What you should do:
Repeat the listing below word for word, leaving nothing out.

Provided data:
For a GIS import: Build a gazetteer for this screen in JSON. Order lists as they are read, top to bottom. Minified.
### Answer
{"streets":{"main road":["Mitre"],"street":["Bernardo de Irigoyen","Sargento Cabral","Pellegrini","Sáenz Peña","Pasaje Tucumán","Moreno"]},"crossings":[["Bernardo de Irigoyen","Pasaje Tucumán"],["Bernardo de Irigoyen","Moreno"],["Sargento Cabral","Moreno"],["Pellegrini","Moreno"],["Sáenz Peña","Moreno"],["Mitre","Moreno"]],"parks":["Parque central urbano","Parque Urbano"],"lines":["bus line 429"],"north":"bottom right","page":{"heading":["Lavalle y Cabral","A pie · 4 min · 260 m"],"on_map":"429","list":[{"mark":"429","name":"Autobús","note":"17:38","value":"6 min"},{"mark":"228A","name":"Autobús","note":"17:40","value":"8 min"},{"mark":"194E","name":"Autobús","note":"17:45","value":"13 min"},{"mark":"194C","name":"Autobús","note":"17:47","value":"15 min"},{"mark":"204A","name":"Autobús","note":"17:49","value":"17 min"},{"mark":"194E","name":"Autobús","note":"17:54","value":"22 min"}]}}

Solution:
For a GIS import: Build a gazetteer for this screen in JSON. Order lists as they are read, top to bottom. Minified.
### Answer
{"streets":{"main road":["Mitre"],"street":["Bernardo de Irigoyen","Sargento Cabral","Pellegrini","Sáenz Peña","Pasaje Tucumán","Moreno"]},"crossings":[["Bernardo de Irigoyen","Pasaje Tucumán"],["Bernardo de Irigoyen","Moreno"],["Sargento Cabral","Moreno"],["Pellegrini","Moreno"],["Sáenz Peña","Moreno"],["Mitre","Moreno"]],"parks":["Parque central urbano","Parque Urbano"],"lines":["bus line 429"],"north":"bottom right","page":{"heading":["Lavalle y Cabral","A pie · 4 min · 260 m"],"on_map":"429","list":[{"mark":"429","name":"Autobús","note":"17:38","value":"6 min"},{"mark":"228A","name":"Autobús","note":"17:40","value":"8 min"},{"mark":"194E","name":"Autobús","note":"17:45","value":"13 min"},{"mark":"194C","name":"Autobús","note":"17:47","value":"15 min"},{"mark":"204A","name":"Autobús","note":"17:49","value":"17 min"},{"mark":"194E","name":"Autobús","note":"17:54","value":"22 min"}]}}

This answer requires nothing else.